Information supplied Block Start
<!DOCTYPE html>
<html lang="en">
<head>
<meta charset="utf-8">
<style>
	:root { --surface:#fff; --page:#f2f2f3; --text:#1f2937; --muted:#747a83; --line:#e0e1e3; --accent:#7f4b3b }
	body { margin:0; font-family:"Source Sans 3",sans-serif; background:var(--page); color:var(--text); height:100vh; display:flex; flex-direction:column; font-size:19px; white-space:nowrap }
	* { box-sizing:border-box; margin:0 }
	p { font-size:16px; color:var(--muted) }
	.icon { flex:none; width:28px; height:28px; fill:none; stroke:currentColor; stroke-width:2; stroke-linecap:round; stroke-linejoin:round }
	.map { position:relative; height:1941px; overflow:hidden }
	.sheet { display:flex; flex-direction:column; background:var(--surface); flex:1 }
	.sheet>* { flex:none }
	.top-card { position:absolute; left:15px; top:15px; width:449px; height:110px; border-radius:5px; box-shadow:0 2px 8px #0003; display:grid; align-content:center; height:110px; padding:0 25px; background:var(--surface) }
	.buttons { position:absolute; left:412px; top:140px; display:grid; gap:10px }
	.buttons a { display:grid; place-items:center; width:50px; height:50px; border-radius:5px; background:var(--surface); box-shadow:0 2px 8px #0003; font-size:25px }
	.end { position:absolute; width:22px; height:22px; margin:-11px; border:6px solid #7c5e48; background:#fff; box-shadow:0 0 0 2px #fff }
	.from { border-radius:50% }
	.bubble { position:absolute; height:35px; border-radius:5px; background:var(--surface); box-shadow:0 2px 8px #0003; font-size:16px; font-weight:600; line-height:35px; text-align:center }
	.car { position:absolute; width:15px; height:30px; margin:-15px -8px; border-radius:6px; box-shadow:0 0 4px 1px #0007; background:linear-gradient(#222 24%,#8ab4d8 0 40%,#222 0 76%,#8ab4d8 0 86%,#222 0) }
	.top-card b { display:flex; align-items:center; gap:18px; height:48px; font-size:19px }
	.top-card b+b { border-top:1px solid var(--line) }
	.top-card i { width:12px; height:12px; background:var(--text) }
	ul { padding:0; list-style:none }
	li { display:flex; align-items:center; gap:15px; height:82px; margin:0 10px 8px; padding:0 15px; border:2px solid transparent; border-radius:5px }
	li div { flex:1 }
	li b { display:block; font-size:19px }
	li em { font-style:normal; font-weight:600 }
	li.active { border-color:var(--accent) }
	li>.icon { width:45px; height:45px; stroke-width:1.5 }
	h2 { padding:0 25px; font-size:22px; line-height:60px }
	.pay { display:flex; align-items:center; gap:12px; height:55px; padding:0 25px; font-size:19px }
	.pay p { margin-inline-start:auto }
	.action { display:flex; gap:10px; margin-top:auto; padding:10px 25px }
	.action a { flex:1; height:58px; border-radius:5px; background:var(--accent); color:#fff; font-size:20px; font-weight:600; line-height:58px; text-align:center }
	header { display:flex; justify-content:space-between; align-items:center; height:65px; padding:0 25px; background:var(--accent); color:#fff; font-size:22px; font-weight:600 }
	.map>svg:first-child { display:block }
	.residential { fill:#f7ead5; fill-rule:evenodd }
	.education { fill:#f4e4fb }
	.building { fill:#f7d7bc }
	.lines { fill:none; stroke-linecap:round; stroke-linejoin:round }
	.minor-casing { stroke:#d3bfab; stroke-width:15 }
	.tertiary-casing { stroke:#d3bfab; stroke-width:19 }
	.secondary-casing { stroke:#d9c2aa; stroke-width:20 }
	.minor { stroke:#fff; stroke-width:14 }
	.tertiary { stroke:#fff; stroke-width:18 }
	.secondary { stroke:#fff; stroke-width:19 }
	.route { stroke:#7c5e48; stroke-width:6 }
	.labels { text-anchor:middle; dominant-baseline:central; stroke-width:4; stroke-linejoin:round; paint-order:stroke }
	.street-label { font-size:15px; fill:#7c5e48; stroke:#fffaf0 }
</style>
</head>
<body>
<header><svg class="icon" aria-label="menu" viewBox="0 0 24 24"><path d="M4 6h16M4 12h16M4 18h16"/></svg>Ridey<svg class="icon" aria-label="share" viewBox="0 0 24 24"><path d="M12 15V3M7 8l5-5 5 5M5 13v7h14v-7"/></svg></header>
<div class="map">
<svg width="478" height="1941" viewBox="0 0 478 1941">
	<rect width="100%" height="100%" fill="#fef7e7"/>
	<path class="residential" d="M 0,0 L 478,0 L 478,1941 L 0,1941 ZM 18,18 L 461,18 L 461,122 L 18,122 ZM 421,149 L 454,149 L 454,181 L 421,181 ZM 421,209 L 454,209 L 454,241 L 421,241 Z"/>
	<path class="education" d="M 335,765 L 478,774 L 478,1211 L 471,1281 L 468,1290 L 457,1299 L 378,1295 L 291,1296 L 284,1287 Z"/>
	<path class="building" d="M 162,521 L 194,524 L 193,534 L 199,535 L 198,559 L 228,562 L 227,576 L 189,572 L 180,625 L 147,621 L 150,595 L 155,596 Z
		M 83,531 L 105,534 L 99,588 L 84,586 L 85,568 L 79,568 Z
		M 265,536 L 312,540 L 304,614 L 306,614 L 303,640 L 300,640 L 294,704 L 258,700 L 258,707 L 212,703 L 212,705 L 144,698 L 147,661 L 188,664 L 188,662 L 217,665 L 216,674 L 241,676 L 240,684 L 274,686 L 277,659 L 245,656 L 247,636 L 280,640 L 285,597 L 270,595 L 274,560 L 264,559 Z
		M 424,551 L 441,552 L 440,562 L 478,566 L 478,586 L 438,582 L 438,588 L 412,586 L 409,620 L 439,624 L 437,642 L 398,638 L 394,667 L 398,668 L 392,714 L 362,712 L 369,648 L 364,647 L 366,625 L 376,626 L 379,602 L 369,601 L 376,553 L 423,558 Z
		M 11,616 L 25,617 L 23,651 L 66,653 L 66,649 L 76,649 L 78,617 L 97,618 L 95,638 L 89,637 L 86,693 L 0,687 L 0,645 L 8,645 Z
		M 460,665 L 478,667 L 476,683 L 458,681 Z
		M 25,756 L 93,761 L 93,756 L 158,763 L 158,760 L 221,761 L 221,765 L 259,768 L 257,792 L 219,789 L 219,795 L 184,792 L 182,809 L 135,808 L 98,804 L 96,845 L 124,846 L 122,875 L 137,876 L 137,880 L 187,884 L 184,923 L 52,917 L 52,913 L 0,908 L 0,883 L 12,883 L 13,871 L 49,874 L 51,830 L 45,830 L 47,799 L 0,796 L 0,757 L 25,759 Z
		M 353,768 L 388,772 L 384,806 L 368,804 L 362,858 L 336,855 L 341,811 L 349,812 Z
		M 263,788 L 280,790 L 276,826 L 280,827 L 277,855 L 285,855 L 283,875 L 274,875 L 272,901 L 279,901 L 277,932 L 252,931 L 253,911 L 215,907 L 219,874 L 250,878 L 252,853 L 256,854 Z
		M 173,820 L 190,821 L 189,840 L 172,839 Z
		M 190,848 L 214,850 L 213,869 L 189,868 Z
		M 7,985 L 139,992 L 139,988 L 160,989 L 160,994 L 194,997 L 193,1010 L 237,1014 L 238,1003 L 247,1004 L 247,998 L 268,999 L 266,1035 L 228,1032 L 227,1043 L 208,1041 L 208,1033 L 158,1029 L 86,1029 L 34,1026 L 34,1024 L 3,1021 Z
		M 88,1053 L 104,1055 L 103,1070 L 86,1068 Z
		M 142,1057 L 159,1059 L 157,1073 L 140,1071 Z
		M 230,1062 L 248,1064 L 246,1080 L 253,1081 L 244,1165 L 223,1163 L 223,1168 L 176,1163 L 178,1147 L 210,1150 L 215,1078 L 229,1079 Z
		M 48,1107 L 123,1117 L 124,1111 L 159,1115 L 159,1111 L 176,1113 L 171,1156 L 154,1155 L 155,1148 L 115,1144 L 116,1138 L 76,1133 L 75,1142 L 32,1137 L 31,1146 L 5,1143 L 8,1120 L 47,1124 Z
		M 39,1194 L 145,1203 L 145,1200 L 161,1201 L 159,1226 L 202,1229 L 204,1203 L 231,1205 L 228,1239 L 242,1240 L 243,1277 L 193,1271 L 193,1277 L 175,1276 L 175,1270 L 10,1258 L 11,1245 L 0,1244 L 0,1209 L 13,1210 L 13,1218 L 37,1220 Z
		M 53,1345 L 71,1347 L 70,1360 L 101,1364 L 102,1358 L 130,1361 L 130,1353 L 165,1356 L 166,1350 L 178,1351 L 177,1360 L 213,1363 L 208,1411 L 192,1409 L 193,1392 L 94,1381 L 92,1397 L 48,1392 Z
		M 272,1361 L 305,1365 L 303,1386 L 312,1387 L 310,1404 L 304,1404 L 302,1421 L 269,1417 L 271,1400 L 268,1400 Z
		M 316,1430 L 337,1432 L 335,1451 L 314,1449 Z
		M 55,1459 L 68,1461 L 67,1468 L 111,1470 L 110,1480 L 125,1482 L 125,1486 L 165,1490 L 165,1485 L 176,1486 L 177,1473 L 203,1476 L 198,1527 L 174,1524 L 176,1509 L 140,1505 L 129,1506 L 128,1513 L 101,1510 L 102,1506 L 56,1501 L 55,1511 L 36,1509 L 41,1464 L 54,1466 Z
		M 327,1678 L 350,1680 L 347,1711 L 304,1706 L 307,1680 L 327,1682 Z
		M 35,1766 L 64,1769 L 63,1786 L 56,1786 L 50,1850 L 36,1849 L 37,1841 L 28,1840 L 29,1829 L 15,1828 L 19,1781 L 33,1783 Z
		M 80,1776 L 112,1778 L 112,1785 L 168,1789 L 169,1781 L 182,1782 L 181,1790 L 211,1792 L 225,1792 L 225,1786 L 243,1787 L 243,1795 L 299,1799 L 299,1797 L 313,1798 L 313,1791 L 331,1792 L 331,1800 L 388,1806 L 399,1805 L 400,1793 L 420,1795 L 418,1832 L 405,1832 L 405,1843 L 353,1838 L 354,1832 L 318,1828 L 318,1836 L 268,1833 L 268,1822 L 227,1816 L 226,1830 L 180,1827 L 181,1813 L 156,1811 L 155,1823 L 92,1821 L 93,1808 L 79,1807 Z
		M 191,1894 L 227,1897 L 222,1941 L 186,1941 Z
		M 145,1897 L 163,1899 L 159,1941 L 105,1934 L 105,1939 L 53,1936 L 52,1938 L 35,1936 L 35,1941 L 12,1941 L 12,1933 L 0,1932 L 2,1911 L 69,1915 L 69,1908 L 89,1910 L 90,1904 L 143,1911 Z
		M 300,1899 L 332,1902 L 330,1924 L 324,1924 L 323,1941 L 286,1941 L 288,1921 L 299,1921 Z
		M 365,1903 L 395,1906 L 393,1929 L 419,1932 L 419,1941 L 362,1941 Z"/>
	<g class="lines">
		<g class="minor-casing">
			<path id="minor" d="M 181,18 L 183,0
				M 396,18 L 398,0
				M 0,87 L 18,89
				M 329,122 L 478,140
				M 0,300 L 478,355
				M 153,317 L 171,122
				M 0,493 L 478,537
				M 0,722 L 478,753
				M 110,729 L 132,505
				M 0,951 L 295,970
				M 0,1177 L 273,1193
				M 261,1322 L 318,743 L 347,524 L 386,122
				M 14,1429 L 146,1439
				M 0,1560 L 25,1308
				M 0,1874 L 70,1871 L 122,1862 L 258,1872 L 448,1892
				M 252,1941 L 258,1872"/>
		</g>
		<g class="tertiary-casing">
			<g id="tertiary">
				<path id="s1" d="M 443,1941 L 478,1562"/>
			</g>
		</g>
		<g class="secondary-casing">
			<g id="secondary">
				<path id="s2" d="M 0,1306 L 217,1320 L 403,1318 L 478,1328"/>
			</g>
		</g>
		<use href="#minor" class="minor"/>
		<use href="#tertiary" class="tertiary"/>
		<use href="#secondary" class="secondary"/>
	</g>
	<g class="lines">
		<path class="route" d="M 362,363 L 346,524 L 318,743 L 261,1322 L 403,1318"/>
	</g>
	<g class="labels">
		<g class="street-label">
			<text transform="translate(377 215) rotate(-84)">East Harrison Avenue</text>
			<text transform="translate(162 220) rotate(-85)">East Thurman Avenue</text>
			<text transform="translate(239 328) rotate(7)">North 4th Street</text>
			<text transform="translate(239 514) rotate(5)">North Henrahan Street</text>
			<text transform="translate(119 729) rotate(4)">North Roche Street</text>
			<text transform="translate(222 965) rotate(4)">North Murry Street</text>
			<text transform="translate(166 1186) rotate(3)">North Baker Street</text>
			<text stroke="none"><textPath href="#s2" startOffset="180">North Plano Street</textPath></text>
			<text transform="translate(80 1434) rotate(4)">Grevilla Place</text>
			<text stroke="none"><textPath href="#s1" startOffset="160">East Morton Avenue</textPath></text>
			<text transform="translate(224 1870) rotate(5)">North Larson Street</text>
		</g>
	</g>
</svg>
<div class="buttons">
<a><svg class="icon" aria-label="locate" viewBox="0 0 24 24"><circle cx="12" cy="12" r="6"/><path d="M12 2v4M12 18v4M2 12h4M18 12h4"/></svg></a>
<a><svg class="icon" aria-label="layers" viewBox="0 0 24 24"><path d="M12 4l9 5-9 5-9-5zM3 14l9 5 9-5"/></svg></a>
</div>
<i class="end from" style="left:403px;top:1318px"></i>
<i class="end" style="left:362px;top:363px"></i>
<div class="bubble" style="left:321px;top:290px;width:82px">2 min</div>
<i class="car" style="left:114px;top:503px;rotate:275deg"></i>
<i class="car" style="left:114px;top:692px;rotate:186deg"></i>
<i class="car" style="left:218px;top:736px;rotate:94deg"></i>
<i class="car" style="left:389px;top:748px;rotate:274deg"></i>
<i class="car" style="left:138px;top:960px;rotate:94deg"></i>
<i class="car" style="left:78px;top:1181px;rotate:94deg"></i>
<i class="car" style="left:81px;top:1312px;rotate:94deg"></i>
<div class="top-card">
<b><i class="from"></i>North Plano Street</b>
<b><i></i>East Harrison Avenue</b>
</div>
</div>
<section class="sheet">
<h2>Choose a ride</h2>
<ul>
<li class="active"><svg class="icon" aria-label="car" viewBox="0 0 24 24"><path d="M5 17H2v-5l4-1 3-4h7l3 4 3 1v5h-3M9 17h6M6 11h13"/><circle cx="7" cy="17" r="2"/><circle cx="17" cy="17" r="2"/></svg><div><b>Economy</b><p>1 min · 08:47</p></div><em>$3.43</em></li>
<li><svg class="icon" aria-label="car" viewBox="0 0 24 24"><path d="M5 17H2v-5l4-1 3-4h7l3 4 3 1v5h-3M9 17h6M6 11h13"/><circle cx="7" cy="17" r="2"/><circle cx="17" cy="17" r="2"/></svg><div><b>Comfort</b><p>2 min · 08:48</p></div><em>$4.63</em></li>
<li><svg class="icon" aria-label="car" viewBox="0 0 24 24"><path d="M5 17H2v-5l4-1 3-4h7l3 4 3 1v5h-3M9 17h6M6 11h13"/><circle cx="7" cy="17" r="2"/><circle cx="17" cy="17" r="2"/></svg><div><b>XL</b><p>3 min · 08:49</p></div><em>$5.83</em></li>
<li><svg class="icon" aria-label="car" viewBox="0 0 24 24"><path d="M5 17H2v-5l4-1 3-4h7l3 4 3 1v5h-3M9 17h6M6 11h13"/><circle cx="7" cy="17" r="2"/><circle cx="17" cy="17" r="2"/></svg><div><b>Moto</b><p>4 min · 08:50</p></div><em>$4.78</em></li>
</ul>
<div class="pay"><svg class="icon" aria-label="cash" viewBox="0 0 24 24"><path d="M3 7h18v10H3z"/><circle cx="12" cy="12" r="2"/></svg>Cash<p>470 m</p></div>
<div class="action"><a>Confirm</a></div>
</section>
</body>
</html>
Information supplied Block End
_Required action_: Lines holding "building" in the material above are to be reported.

_Final answer_:
	.building { fill:#f7d7bc }
	<path class="building" d="M 162,521 L 194,524 L 193,534 L 199,535 L 198,559 L 228,562 L 227,576 L 189,572 L 180,625 L 147,621 L 150,595 L 155,596 Z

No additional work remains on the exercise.